À cette époque, les royaumes et chefferies du Sud et du Nord, dont les économies étaient complémentaires, échangeaient déjà nombre de marchandises : cola et autres produits de la forêt contre céréales, cuirs et peaux, ou sel du Sahel. D’où le surnom de « pays de la cola » donné à la Côte d’Ivoire. Ce commerce était alors assuré par des marchands d’origine mandingue, les Dioulas (un nom qui désigne abusivement une ethnie). Au fil des ans, il s’est étendu à bien d’autres marchandises, liant fortement les deux économies. Au début des années 2000, plus de 60 % des exportations de coton transitaient ainsi par le port d’Abidjan.

La partition de la Côte d’Ivoire, en septembre 2002, a obligé les Burkinabè à trouver d’autres voies d’évacuation avant que le commerce reprenne via des corridors sécurisés. Pourtant, malgré la crise politico-militaire qui l’a secoué au cours de la dernière décennie, le pays est resté le premier fournisseur ouest-africain du Burkina Faso, et le commerce bilatéral a connu une croissance importante.

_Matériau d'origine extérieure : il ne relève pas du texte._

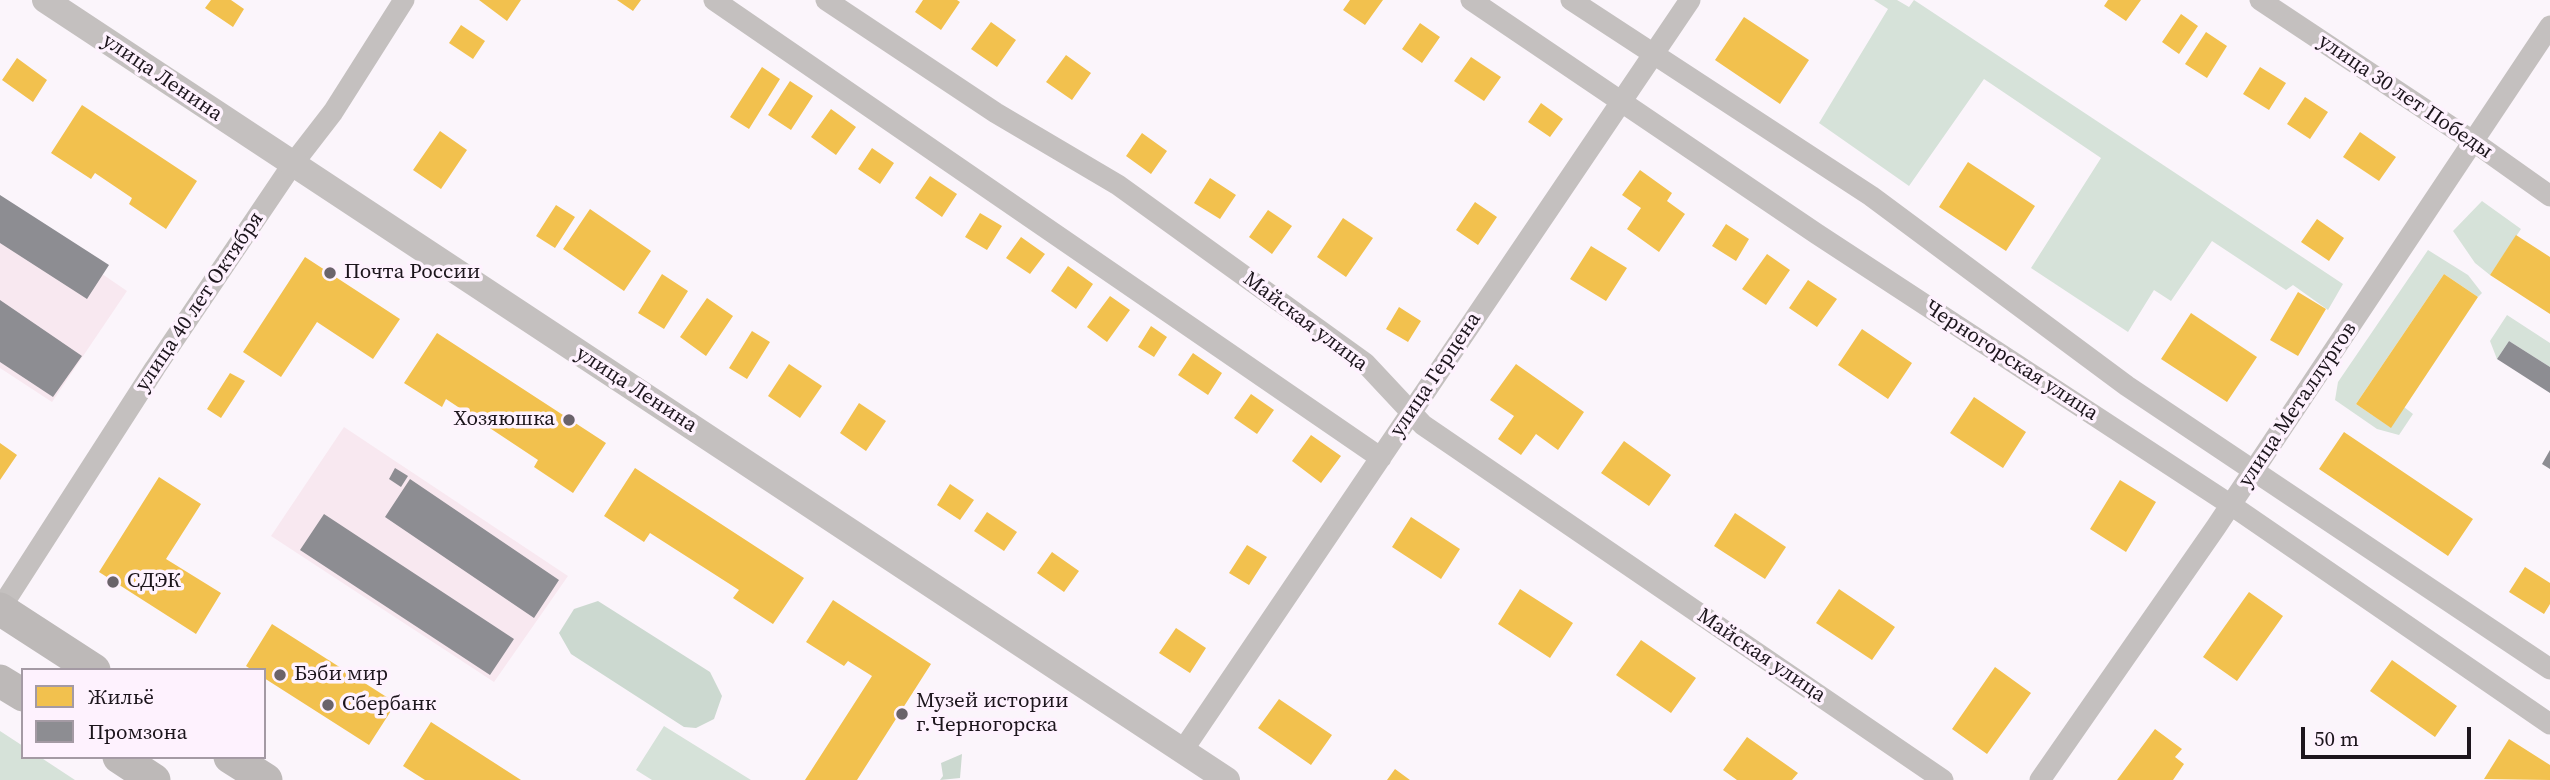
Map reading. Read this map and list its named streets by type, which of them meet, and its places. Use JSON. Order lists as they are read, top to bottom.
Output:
{
  "streets": {
    "street": [
      "улица Ленина",
      "улица 30 лет Победы",
      "улица 40 лет Октября",
      "Майская улица",
      "Черногорская улица",
      "улица Герцена",
      "улица Металлургов"
    ]
  },
  "crossings": [
    ["улица Ленина", "улица 40 лет Октября"],
    ["улица Ленина", "улица Герцена"],
    ["улица 30 лет Победы", "улица Металлургов"],
    ["Майская улица", "улица Герцена"],
    ["Черногорская улица", "улица Герцена"],
    ["Черногорская улица", "улица Металлургов"]
  ],
  "places": [
    "Почта России",
    "Хозяюшка",
    "СДЭК",
    "Бэби мир",
    "Сбербанк",
    "Музей истории г.Черногорска"
  ],
  "legend": ["Жильё", "Промзона"],
  "scale_bar": "50 m"
}
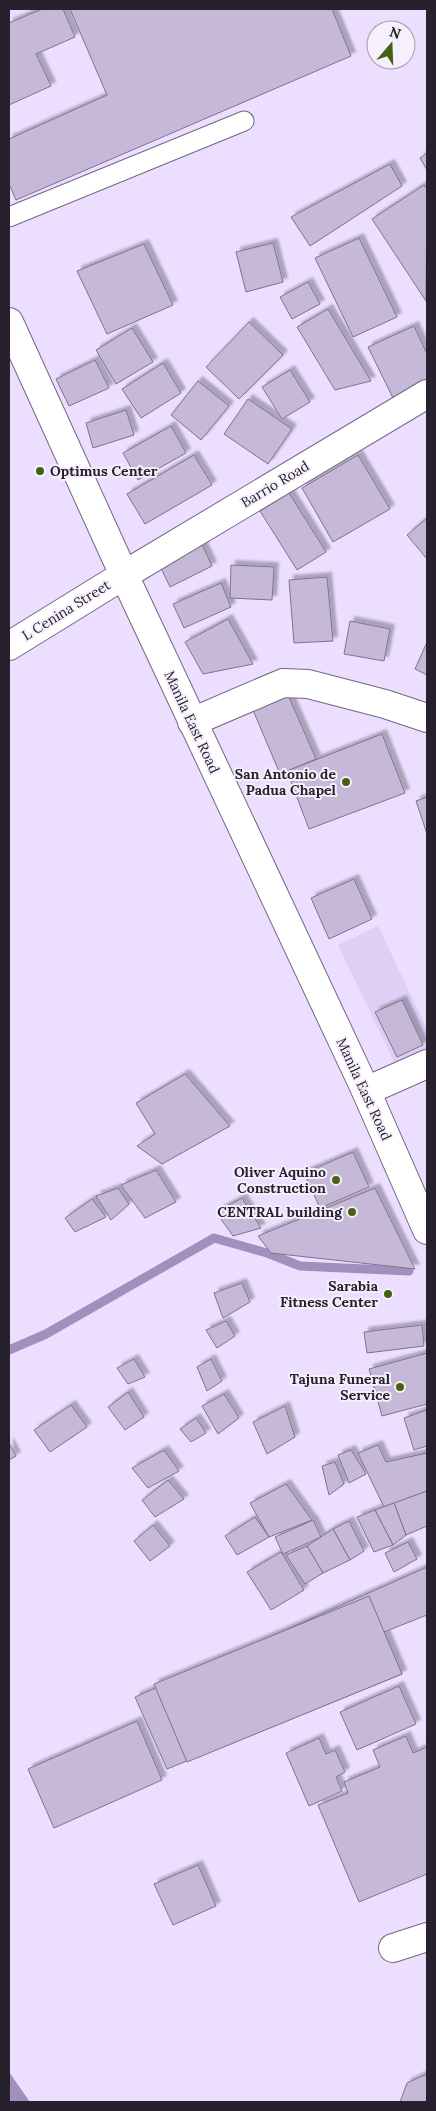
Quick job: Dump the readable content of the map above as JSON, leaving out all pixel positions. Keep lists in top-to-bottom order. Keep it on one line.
{"streets":{"main road":["Barrio Road","L Cenina Street","Manila East Road"]},"crossings":[["Barrio Road","L Cenina Street"],["Barrio Road","Manila East Road"],["L Cenina Street","Manila East Road"]],"places":["Optimus Center","San Antonio de Padua Chapel","Oliver Aquino Construction","CENTRAL building","Sarabia Fitness Center","Tajuna Funeral Service"],"north":"top"}
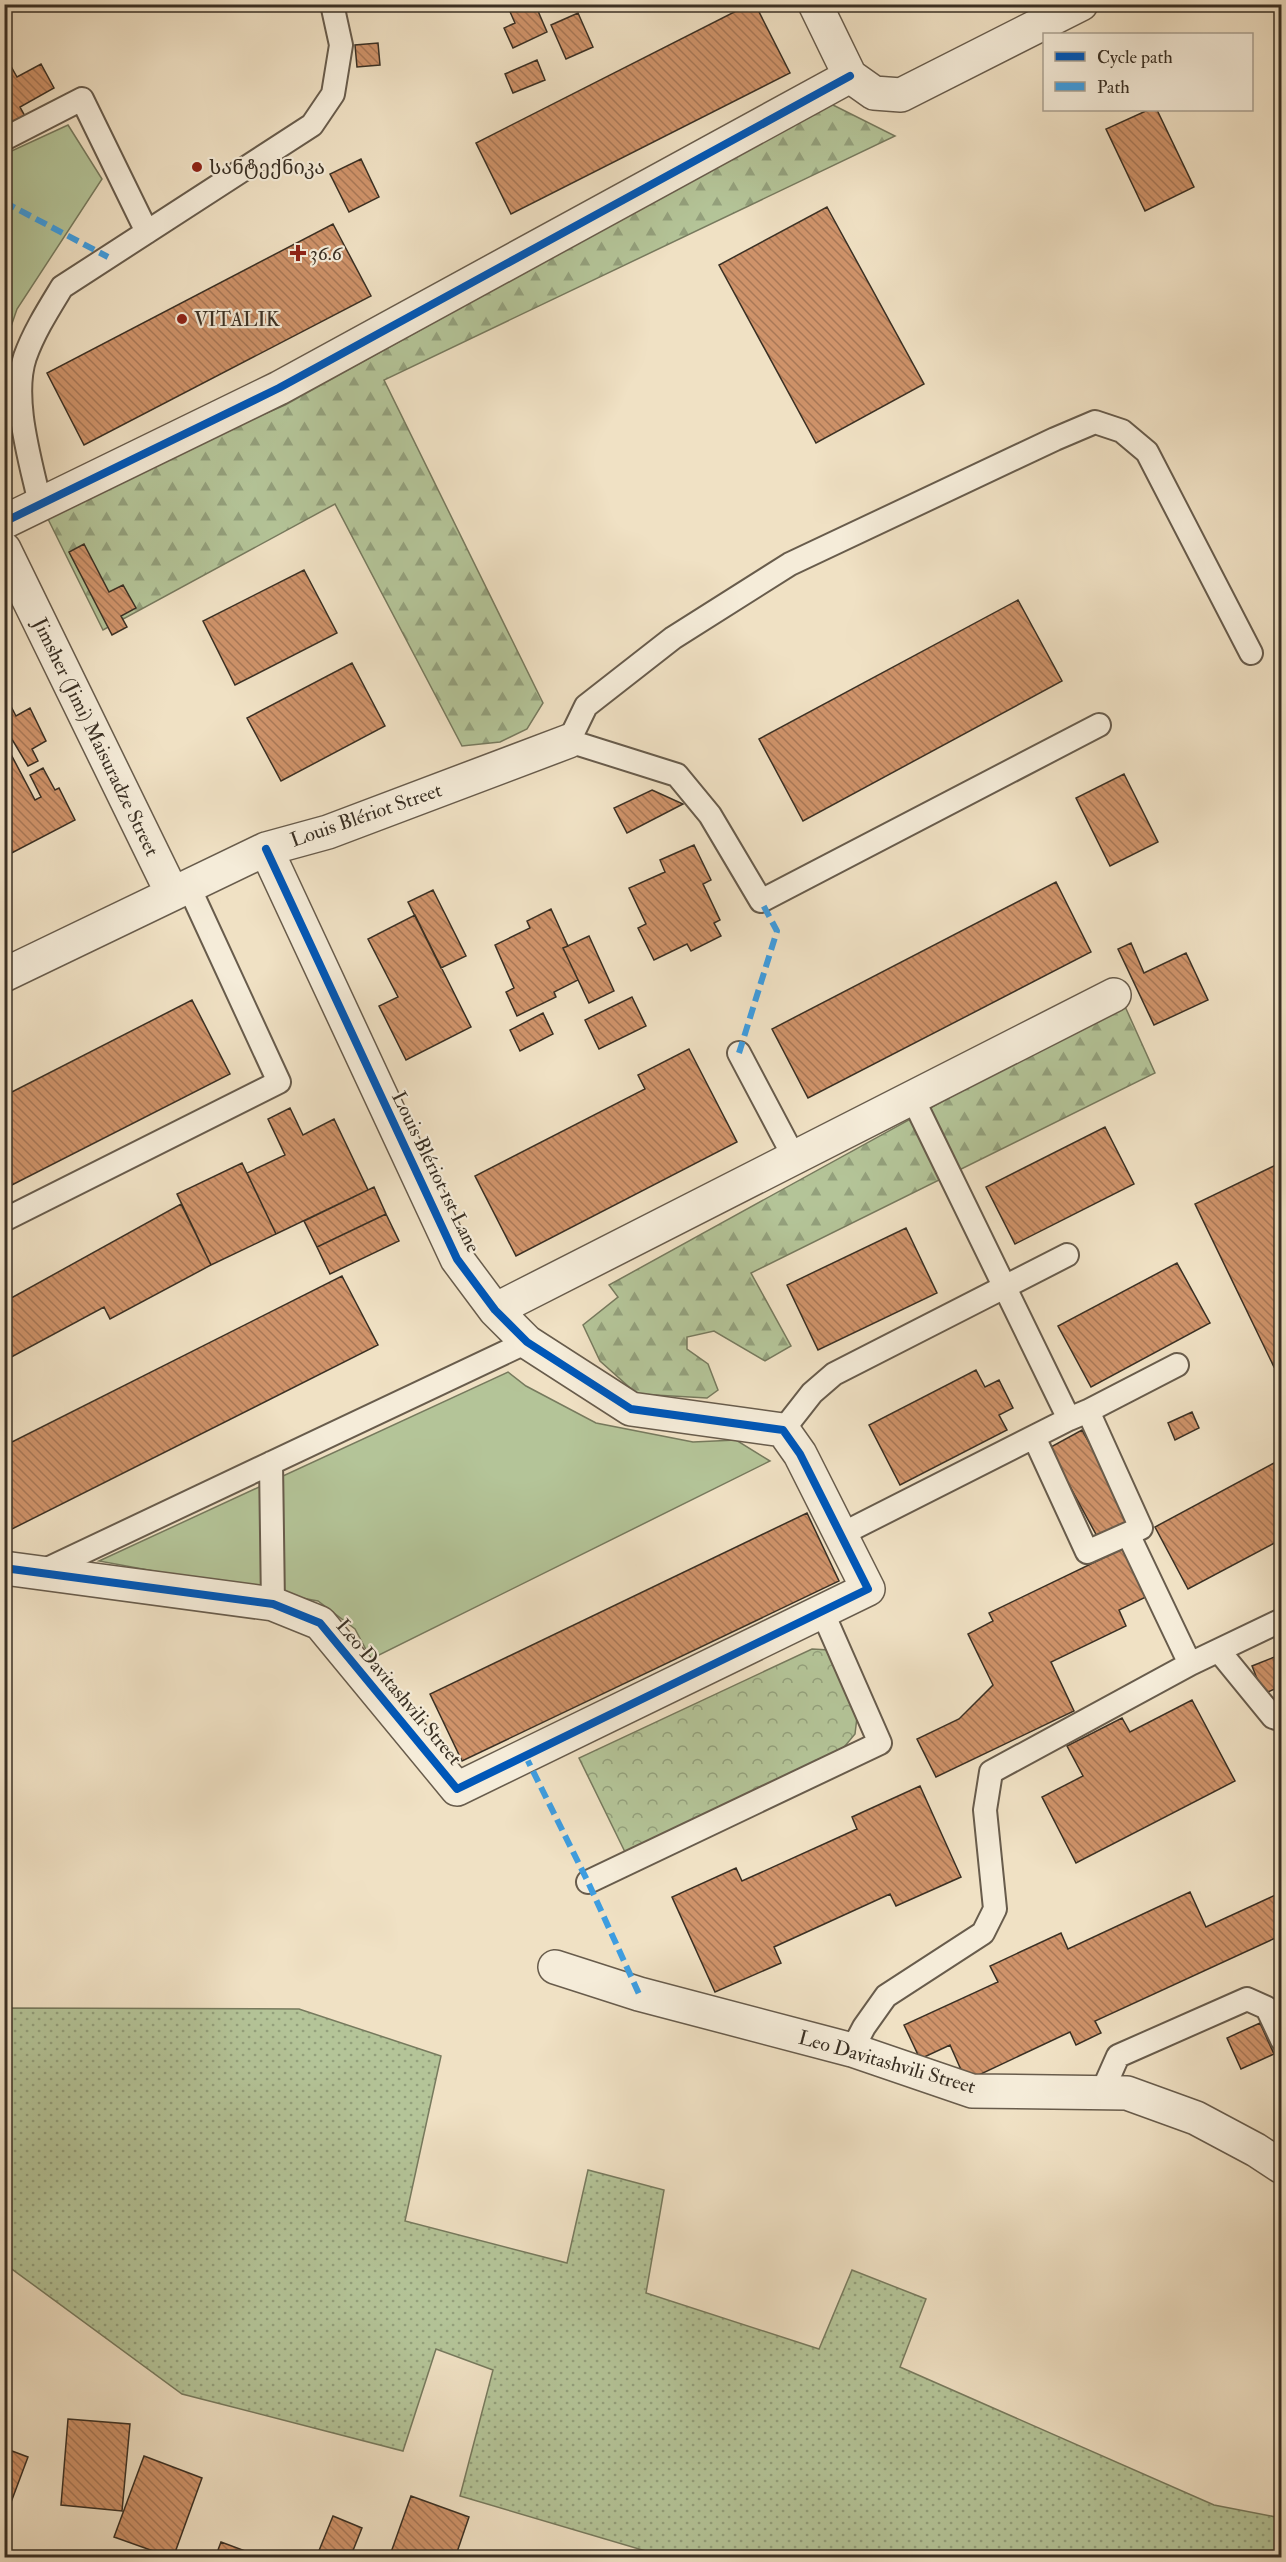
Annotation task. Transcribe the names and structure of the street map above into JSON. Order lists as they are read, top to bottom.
{
  "streets": {
    "street": [
      "Jimsher (Jimi) Maisuradze Street",
      "Louis Blériot Street",
      "Louis Blériot 1st Lane",
      "Leo Davitashvili Street"
    ]
  },
  "crossings": [
    ["Jimsher (Jimi) Maisuradze Street", "Louis Blériot Street"],
    ["Louis Blériot Street", "Louis Blériot 1st Lane"]
  ],
  "places": {
    "other": ["სანტექნიკა", "VITALIK"],
    "health": ["36.6"]
  },
  "legend": ["Cycle path", "Path"]
}
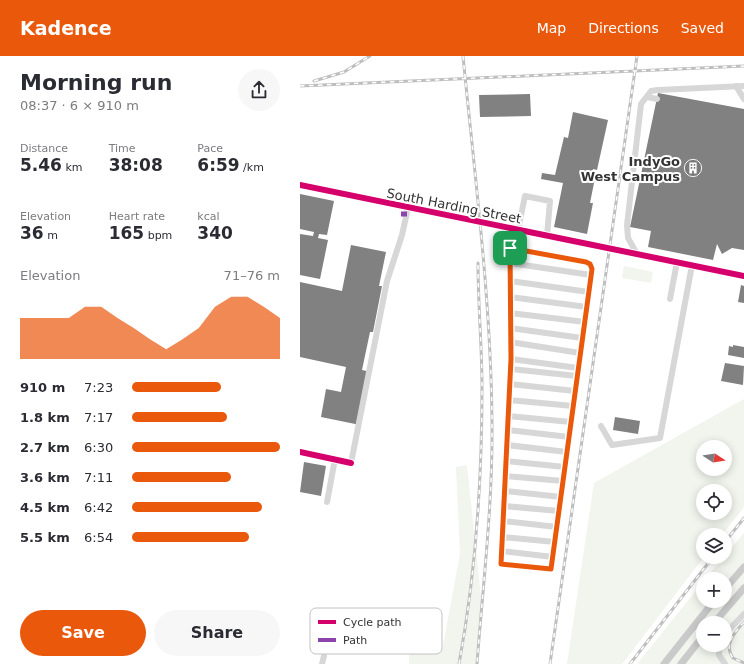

Les exportations burkinabè à destination de la Côte d’Ivoire sont aujourd’hui dominées par le tabac, les animaux vivants, la fibre de coton et les boissons. De 7,6 milliards de F CFA (11,7 millions d’euros) en 2005, elles sont passées à 9,3 milliards en 2010. Les importations ont également connu une forte hausse, passant de 103 milliards de F CFA en 2005 à 162 milliards en 2010. Les produits pétroliers (80 milliards) arrivent largement en tête devant les tabacs (18 milliards), les savons et produits de ménage (7 milliards), puis les engrais (5,5 milliards).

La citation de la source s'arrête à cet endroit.